I have Danios in 8pH water as well. They are the oldest fish I have


----------



## kfryman (Nov 7, 2011)

And the do not nip the gourami's fins?

So really pretty much any fish that lives in South America and Asia is out of question. My question is, what are so special about bettas that can be in almost any pH but not other fish? I know they are hardy but most captive bred fish are hardy as well.


----------



## LittleBettaFish (Oct 2, 2010)

Betta splendens as we know them have been so artificially bred that they resemble nothing of their wild counterparts. Unlike most species (aside from colour and 'balloon' varieties), which have been left pretty much alone.

Some fish are more sensitive than others. It's why certain species are often not recommended as a first fish for people. Bettas are in general much hardier. They are the tropical equivalent of a goldfish in many respects. They can tolerate much more than a lot of tropical fish out there.


----------



## thekoimaiden (Oct 19, 2011)

+1 ^ LittleBettaFish is right. Because we have been breeding goldfish and betta for so long they are much more tolerable to variant water conditions. Captive bred fish are much more tolerant of different water conditions, but they are also not as beautiful as their wild counterparts. 

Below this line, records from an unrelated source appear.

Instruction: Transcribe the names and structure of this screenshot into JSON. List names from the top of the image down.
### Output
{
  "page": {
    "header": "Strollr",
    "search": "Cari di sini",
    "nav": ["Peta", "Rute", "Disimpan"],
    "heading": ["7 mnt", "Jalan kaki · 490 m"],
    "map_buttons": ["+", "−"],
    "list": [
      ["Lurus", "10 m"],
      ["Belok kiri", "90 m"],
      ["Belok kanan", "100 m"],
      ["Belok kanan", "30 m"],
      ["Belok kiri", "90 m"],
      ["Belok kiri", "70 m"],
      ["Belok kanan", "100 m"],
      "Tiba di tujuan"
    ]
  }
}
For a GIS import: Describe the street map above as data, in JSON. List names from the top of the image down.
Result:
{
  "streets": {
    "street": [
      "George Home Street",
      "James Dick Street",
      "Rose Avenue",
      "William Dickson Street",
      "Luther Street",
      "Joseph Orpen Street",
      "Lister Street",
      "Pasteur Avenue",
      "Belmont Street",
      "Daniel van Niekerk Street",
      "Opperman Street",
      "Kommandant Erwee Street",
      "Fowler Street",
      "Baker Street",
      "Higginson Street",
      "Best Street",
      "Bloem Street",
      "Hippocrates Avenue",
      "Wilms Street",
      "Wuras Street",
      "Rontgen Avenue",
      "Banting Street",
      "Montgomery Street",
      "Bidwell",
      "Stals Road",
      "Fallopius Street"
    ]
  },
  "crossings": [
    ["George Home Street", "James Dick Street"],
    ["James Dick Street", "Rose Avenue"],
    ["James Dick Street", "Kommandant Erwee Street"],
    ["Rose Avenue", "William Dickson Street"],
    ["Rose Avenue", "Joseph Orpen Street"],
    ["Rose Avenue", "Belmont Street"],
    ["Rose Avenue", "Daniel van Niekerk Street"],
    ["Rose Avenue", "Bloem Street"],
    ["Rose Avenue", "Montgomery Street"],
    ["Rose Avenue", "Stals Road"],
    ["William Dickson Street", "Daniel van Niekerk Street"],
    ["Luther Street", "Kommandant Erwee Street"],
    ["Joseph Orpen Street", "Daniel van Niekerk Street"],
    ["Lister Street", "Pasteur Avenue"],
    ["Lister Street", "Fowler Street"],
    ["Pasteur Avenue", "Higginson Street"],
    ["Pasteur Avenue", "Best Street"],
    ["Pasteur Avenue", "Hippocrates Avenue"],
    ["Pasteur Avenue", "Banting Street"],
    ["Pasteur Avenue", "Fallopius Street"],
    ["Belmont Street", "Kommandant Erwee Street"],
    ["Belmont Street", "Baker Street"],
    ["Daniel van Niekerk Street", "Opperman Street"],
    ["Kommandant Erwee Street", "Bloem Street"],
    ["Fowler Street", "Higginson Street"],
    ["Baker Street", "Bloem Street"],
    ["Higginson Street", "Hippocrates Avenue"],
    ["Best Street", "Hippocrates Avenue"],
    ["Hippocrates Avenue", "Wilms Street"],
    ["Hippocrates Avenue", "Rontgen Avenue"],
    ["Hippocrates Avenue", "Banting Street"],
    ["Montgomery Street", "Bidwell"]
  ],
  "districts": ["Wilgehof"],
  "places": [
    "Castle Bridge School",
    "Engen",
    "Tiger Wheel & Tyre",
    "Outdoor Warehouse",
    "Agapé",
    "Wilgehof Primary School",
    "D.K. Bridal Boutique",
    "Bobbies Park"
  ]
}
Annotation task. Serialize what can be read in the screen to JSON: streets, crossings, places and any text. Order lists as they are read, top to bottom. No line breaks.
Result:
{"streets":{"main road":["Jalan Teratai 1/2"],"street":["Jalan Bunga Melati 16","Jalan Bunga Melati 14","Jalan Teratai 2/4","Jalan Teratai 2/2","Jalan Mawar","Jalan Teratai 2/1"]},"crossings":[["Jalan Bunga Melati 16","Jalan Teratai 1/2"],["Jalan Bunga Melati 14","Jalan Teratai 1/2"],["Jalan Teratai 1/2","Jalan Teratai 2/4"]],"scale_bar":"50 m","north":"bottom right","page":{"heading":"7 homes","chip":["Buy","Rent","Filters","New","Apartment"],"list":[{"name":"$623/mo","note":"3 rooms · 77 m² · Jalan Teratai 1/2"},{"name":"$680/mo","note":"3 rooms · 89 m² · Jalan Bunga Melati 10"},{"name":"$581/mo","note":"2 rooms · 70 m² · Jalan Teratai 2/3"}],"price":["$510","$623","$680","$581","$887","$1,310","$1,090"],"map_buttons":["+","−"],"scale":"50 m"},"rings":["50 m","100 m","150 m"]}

Gourami and danio are not recommended together because danio are much more active. Having an active fish around a sedative one like gourami stresses out the sedative fish. 

Depending on what is around you, you could try a native fish tank. In the stream behind my house I have fish that rival the tropicals for color. Mountain redbelly dace are my favorite. Many of the darters found in the US are stunningly beautiful.


----------



## Pitluvs (Jun 22, 2011)

thekoimaiden said:


> Gourami and danio are not recommended together because danio are much more active. Having an active fish around a sedative one like gourami stresses out the sedative fish.


I actually have my Danios and Gourami in the same tank, but it's a larger tank (29g). The Gourami is much faster than a Betta, mine can easily outrun a Danio. My Gourami is also the dominant fish of the tank, he chases the Danios. I would never guess Gourami as a sedate fish, as mine is a ball of fun who zips across his tank and never stops moving. He's a ham. Of course my Gourami is the first I have owned. I am unsure of the personality of the larger ones, but mines a Dwarf Neon Gourami.


----------



## thekoimaiden (Oct 19, 2011)

Pitluvs said:


> I actually have my Danios and Gourami in the same tank, but it's a larger tank (29g). The Gourami is much faster than a Betta, mine can easily outrun a Danio. My Gourami is also the dominant fish of the tank, he chases the Danios. I would never guess Gourami as a sedate fish, as mine is a ball of fun who zips across his tank and never stops moving. He's a ham. Of course my Gourami is the first I have owned. I am unsure of the personality of the larger ones, but mines a Dwarf Neon Gourami.


You must have the one exception to the rule because everything I have read about gourami and danio says they don't mix well. Gourami are pretty sedative fish. Mine just hang out below the water sprite all day. They chill and pick at the snails and other critters in the roots.


----------



## Pitluvs (Jun 22, 2011)

You have seen my Freddy right? I think I just get unique fish, I always pick for personality, not color so maybe that's why  Although, people here have no issue keeping Gourami with nippy tetras, danios, angels and such... 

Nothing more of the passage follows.